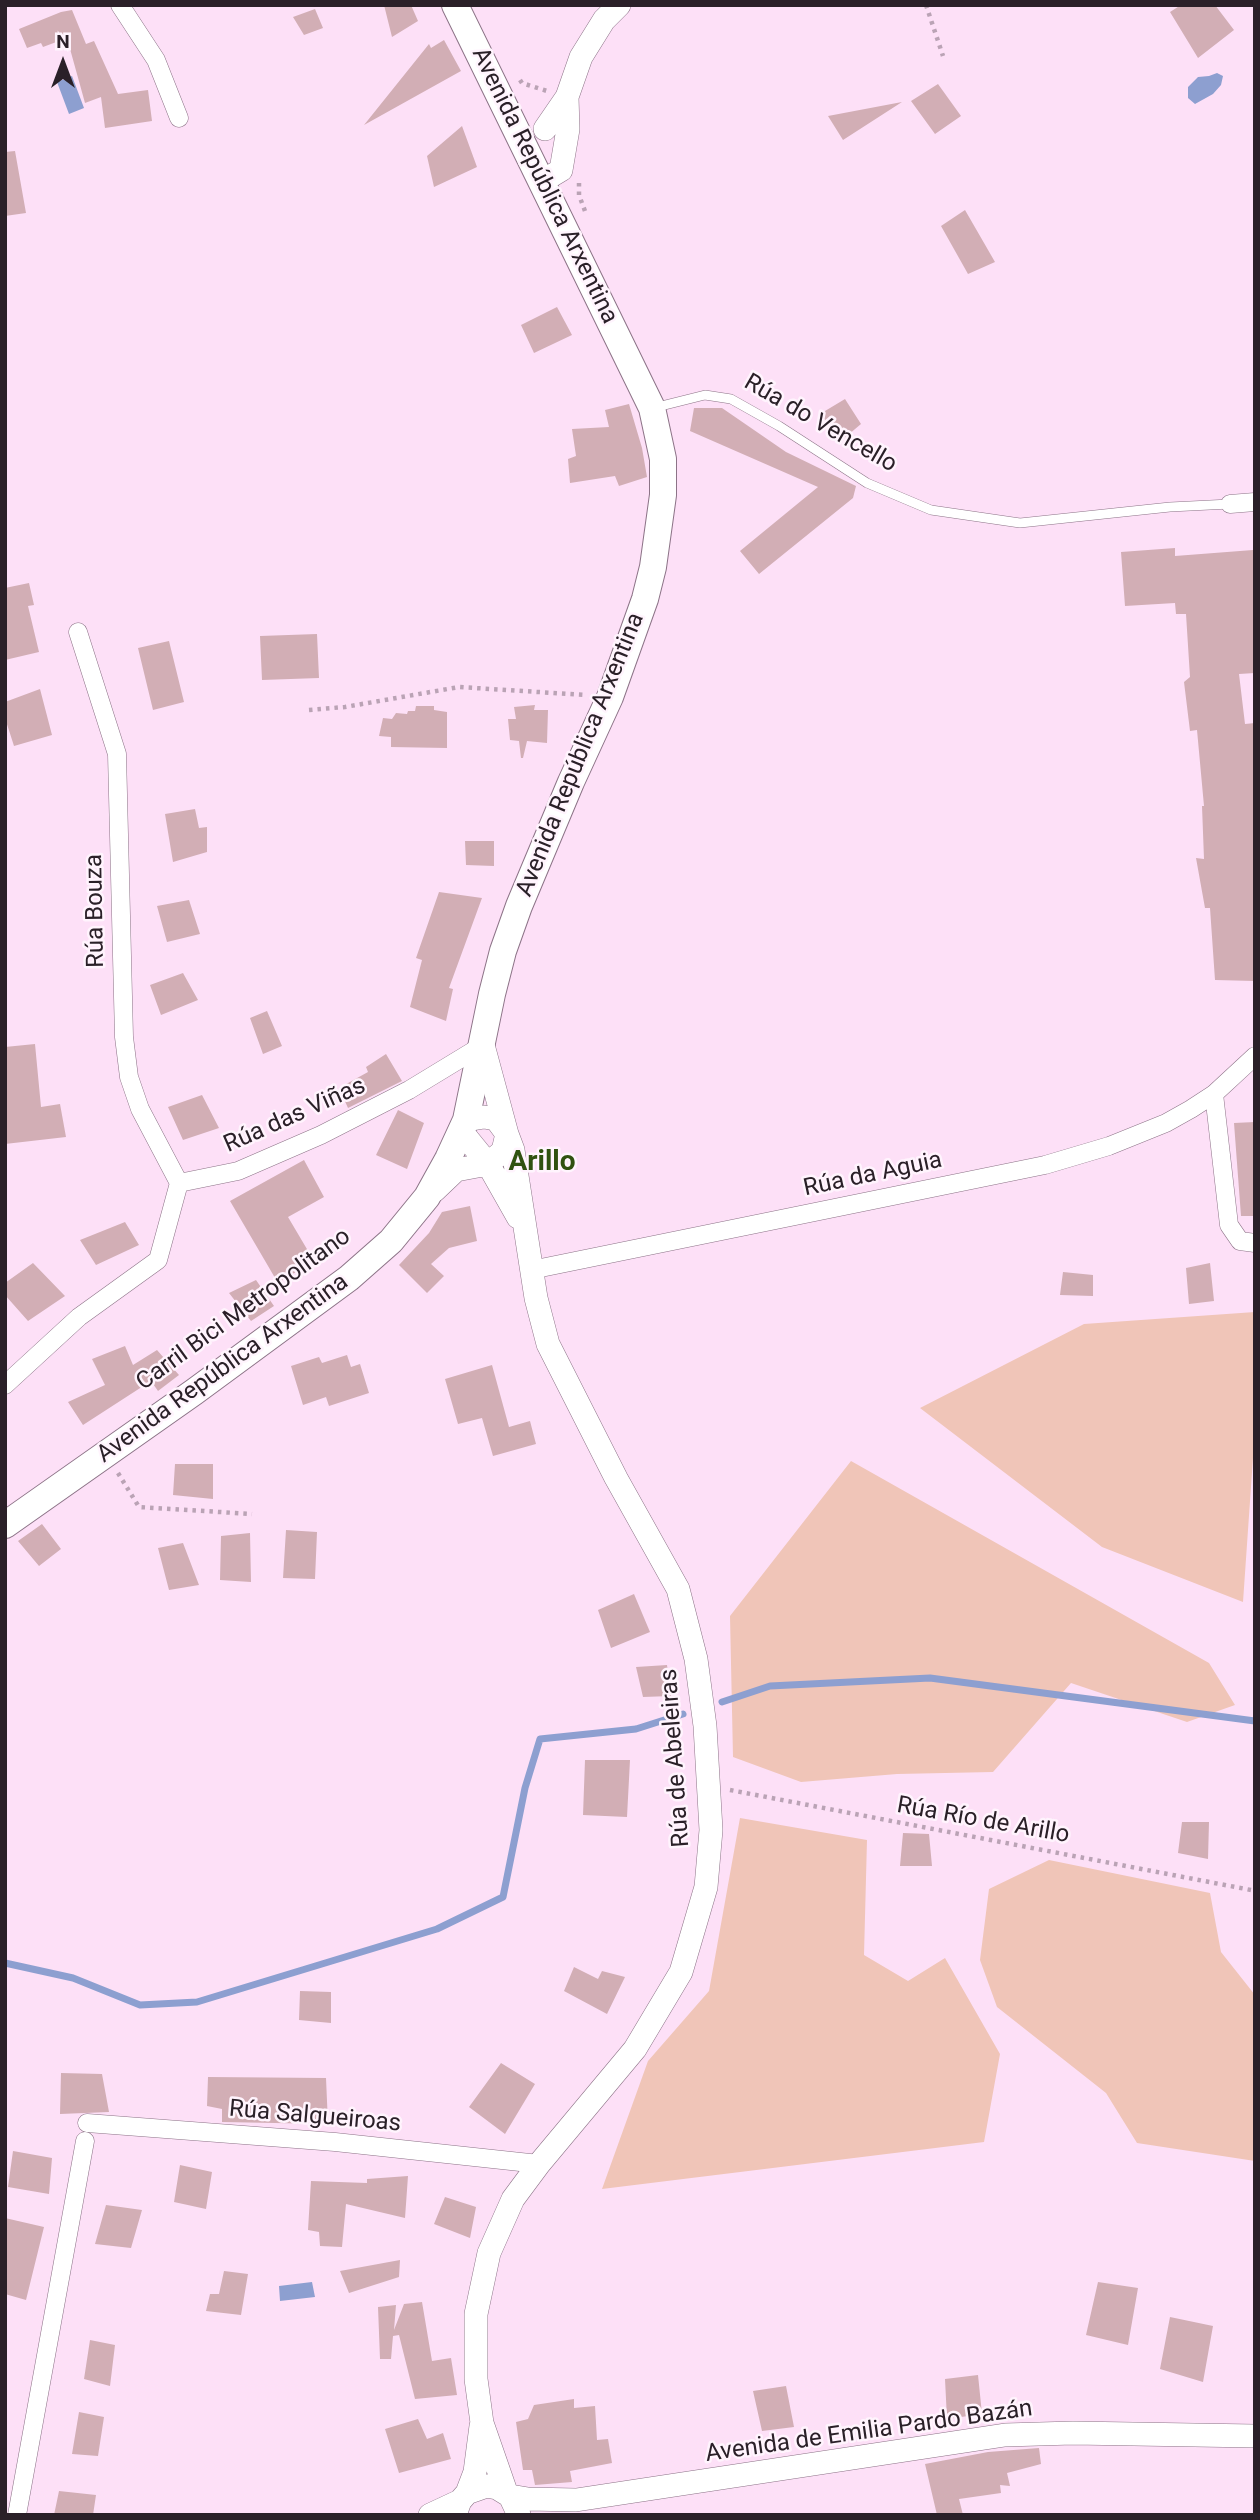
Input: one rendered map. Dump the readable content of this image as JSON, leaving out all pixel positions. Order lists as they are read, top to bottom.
{
  "streets": {
    "main road": ["Avenida República Arxentina"],
    "street": [
      "Rúa do Vencello",
      "Rúa Bouza",
      "Rúa das Viñas",
      "Rúa da Aguia",
      "Rúa de Abeleiras",
      "Rúa Salgueiroas",
      "Avenida de Emilia Pardo Bazán"
    ],
    "path": ["Rúa Río de Arillo"]
  },
  "crossings": [
    ["Avenida República Arxentina", "Rúa do Vencello"],
    ["Avenida República Arxentina", "Rúa das Viñas"],
    ["Avenida República Arxentina", "Rúa de Abeleiras"],
    ["Rúa Bouza", "Rúa das Viñas"],
    ["Rúa da Aguia", "Rúa de Abeleiras"],
    ["Rúa de Abeleiras", "Rúa Río de Arillo"],
    ["Rúa de Abeleiras", "Rúa Salgueiroas"],
    ["Rúa de Abeleiras", "Avenida de Emilia Pardo Bazán"]
  ],
  "districts": ["Arillo"],
  "north": "top"
}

◆ ACTIVITY ◆
If the listing above includes images, copy every line of it exactly except those images.

◆ YOUR RESPONSE ◆
Input: one rendered map. Dump the readable content of this image as JSON, leaving out all pixel positions. Order lists as they are read, top to bottom.
{
  "streets": {
    "main road": ["Avenida República Arxentina"],
    "street": [
      "Rúa do Vencello",
      "Rúa Bouza",
      "Rúa das Viñas",
      "Rúa da Aguia",
      "Rúa de Abeleiras",
      "Rúa Salgueiroas",
      "Avenida de Emilia Pardo Bazán"
    ],
    "path": ["Rúa Río de Arillo"]
  },
  "crossings": [
    ["Avenida República Arxentina", "Rúa do Vencello"],
    ["Avenida República Arxentina", "Rúa das Viñas"],
    ["Avenida República Arxentina", "Rúa de Abeleiras"],
    ["Rúa Bouza", "Rúa das Viñas"],
    ["Rúa da Aguia", "Rúa de Abeleiras"],
    ["Rúa de Abeleiras", "Rúa Río de Arillo"],
    ["Rúa de Abeleiras", "Rúa Salgueiroas"],
    ["Rúa de Abeleiras", "Avenida de Emilia Pardo Bazán"]
  ],
  "districts": ["Arillo"],
  "north": "top"
}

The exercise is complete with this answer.